Higher Order Inference
For the sake of statistical inference, we will need that \((\tilde P_n - P_n)D^{(1)}_{\tilde P_n^{(1)}(P_0)} = o_P(n^{-1/2})\), and probably even \((\tilde P_n - P_n)D^{(j)}_{\tilde P_n^{(j)}(P_0)} = o_P(n^{-1/2})\) for \(j = 2, \dots, k\). It can be shown that this essentially comes down to controlling \((\tilde P_n - P_n) D^{(1)}_{P_0}\), which again can be achieved by undersmoothing HAL.
Let \[ \bar D_n^k = \sum_{j=1}^k D^{(j)}_{n, \tilde P^{(j)}_n\cdots\tilde P^{(k)}_n(P_n^0)} \] which is an estimate of the influence curve \(\bar D_{n, P_0}^k = \sum_{j=1}^k D^{(j)}_{n, \tilde P^{(j)}_n(P_0)}\). Note that for \(j>1\) the terms are higher order differences, so that \(\bar D_n^k\) will converge to the efficient influence curve \(D^{(1)}_{P_0}\).
Let \[ \sigma_n^2 = \frac{1}{n}\sum_{i=1}^n \bar D_n^k(O_i)^2 \] be the sample variance of this estimated influence curve. A corresponding 0.95 confidence interval is given by \[ \Psi(P^{(1)}_n\cdots\tilde P^{(k)}_n(P_n^0)) \pm 1.96 \sigma_n/n^{1/2}. \]
Simulation
The first example demonstrates the impact of second order TMLE steps during a process of estimating the average density. The exact total remainder \(\bar R^{(1)}(\tilde P_n^{(1)}(P), P_0)\) of first order TMLE is controlled due to the second order updates \(P = P_n^0 \mapsto \tilde P_n^{(2)}(P_n^0)\).
Below it plots the simulated bias and bias/SD ratio at \(n=500\) when we increase the bias in the initial estimator \(P_n^0\) by adding a bias mass to each of the support points of the empirical pmf. Second order TMLE provides improved accuracy in both estimation and inference over first order TMLE following likelihood guidance.

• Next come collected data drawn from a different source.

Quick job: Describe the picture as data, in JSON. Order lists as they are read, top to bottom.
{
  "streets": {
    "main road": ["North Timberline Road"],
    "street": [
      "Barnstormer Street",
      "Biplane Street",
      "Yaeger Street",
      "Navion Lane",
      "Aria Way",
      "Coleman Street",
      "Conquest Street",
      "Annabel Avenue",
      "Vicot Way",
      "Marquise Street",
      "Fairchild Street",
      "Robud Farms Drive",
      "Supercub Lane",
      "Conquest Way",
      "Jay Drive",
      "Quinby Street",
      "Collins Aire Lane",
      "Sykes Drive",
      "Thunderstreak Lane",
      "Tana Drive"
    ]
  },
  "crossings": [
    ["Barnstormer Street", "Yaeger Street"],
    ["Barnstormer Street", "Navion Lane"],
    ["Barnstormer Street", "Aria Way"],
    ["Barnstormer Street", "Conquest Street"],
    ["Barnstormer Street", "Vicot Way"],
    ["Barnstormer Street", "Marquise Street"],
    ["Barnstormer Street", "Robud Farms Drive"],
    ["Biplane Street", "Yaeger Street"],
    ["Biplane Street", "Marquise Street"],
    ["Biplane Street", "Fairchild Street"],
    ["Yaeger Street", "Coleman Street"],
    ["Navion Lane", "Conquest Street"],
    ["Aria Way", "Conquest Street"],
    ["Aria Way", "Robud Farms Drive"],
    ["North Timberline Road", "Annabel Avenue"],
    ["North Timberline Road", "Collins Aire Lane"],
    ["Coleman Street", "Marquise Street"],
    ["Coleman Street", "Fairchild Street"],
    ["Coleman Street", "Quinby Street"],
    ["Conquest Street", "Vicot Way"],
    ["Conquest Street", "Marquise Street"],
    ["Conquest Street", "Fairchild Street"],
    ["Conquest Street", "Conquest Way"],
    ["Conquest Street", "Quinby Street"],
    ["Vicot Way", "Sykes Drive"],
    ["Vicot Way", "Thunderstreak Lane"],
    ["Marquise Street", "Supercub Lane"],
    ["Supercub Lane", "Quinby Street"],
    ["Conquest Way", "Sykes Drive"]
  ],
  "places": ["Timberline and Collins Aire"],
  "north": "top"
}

Lastly, we show an example of estimating average treatment effects (ATEs) while the initial estimator for propensity scores is \(n^{-1/4}\)-consistent while that for outcome models is not. The first order TMLE should have \(n^{1/2}\)-scaled bias that increases with \(n\) while the second order TMLE has a \(n^{1/2}\)-bias that should be constant in \(n\). The table below shows that the second order TMLE has a negligible bias and thereby still provides valid inference.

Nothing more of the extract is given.